Task directions » Find each line in the records below that contains the word "linecap", and copy it out.

Data excerpts »
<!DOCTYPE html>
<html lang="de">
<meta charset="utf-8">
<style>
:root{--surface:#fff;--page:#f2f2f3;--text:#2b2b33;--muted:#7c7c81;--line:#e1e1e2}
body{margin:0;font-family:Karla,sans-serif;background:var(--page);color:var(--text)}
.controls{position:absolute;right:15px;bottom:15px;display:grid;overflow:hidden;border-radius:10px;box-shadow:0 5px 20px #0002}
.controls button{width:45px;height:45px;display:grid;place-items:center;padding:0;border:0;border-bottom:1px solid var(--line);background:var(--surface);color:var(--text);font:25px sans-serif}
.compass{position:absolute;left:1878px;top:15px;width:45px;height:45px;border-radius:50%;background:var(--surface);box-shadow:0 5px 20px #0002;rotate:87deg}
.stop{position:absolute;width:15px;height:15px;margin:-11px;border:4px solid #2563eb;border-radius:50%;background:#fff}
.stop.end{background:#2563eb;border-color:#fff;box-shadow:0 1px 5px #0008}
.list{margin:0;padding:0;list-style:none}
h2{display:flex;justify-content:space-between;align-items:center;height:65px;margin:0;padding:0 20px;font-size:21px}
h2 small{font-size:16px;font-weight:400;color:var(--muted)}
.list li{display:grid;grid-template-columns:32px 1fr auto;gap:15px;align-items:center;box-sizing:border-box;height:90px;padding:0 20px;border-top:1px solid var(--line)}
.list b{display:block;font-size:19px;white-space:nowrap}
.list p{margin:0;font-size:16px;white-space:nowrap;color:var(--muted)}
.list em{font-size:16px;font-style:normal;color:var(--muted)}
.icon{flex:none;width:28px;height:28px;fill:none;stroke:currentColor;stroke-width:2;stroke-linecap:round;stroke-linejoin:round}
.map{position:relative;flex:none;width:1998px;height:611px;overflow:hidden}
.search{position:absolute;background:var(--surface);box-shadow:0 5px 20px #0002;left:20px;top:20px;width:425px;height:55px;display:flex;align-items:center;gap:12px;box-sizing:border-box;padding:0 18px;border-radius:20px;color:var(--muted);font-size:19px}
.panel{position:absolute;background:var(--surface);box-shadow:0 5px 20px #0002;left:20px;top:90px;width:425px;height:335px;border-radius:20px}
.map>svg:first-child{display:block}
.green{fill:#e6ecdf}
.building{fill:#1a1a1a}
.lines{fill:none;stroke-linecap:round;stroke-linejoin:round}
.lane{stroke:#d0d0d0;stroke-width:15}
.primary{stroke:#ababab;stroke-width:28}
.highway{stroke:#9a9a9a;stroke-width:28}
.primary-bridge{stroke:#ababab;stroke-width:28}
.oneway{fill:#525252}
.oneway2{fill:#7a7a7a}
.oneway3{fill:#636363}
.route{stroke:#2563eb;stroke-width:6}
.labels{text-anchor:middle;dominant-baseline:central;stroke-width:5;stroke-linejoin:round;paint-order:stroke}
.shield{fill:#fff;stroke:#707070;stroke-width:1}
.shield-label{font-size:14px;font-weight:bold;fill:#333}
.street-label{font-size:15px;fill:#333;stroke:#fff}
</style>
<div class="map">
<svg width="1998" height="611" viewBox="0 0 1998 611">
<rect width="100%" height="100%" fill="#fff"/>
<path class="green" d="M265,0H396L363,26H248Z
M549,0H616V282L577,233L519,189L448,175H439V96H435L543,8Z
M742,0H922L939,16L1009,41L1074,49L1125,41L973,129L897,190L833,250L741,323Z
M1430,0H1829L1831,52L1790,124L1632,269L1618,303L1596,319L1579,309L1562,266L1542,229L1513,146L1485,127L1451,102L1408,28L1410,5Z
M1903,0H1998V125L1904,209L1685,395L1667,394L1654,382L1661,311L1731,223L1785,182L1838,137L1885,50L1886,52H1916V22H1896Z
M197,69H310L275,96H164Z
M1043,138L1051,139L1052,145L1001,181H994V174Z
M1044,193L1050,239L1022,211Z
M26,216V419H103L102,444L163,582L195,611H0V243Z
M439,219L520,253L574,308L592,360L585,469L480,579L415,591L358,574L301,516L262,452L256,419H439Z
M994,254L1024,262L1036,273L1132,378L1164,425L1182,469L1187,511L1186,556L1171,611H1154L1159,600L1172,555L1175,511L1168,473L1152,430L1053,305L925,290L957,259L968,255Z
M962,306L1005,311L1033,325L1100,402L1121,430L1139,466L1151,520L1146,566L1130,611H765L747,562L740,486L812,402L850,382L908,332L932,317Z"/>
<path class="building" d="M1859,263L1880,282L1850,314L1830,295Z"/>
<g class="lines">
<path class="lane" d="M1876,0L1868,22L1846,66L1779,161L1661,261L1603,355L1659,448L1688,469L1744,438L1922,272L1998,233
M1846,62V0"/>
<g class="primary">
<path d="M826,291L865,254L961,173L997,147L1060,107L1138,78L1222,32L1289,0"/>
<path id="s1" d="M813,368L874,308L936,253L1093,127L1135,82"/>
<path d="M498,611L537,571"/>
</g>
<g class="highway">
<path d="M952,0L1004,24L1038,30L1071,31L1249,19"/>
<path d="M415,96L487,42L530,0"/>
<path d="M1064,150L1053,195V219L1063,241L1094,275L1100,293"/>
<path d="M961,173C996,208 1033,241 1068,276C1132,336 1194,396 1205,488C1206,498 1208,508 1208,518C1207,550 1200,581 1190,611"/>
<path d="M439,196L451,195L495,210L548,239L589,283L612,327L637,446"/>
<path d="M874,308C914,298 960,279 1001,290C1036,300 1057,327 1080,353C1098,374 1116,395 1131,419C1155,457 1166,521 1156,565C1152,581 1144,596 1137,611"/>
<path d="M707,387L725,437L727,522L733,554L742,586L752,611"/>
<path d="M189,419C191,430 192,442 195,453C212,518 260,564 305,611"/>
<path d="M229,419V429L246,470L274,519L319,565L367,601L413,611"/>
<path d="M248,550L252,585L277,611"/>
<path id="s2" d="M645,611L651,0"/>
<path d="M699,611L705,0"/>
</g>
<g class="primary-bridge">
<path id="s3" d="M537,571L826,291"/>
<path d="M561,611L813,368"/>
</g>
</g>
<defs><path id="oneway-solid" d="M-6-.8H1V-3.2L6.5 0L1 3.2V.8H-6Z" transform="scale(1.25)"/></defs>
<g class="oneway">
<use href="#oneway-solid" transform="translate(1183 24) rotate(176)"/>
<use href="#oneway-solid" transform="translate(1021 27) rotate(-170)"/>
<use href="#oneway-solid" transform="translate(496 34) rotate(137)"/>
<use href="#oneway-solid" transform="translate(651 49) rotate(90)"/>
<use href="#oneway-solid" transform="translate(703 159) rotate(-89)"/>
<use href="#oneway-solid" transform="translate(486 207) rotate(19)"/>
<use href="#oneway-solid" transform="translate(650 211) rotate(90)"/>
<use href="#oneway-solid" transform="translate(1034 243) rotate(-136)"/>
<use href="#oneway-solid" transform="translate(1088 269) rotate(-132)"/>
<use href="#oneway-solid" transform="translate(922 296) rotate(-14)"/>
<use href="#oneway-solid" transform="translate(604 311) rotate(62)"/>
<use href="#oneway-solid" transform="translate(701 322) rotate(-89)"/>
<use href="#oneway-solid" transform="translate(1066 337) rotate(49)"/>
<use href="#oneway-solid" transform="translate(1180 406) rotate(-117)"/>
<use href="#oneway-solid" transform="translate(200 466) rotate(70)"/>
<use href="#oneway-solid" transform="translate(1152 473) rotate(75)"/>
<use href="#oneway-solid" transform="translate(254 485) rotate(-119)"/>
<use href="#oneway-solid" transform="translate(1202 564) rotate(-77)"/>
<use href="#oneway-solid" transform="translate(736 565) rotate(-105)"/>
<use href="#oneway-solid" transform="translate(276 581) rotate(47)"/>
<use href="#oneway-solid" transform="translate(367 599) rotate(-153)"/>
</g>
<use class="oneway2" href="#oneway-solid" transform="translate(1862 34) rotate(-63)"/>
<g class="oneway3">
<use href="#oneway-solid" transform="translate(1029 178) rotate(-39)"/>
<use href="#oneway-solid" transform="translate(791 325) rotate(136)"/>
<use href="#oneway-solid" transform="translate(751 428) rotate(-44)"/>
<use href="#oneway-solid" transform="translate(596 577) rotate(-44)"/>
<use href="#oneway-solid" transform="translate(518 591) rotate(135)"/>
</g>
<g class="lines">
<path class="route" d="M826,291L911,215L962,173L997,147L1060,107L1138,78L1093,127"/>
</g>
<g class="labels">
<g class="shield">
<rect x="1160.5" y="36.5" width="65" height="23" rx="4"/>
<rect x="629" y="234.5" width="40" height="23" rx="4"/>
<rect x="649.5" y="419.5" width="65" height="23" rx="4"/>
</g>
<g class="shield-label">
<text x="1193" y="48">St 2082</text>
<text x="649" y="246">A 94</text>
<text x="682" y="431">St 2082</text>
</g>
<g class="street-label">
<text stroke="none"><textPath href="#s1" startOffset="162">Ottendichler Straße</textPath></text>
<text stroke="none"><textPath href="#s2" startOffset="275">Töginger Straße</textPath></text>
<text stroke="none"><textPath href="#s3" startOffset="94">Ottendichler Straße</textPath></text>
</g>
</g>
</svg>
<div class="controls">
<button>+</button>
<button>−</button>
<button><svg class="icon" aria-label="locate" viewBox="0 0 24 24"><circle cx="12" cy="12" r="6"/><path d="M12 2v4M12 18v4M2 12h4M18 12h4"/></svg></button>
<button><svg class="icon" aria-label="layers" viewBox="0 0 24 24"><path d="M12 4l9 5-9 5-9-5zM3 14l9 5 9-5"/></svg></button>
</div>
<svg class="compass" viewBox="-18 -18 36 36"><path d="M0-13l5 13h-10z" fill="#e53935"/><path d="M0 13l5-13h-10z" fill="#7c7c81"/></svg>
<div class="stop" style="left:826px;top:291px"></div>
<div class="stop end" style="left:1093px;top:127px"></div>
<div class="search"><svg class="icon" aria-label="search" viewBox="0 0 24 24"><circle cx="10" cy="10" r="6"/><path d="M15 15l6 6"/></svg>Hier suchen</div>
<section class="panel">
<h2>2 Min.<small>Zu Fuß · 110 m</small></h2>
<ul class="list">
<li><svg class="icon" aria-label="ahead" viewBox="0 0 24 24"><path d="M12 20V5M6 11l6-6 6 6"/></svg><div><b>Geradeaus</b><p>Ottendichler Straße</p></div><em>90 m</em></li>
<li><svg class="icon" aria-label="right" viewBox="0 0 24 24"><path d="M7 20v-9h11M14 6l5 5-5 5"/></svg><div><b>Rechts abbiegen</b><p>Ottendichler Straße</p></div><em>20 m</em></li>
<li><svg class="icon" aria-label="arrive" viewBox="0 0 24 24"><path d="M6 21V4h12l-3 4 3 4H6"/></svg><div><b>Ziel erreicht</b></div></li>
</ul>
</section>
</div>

Problem solution »
.icon{flex:none;width:28px;height:28px;fill:none;stroke:currentColor;stroke-width:2;stroke-linecap:round;stroke-linejoin:round}
.lines{fill:none;stroke-linecap:round;stroke-linejoin:round}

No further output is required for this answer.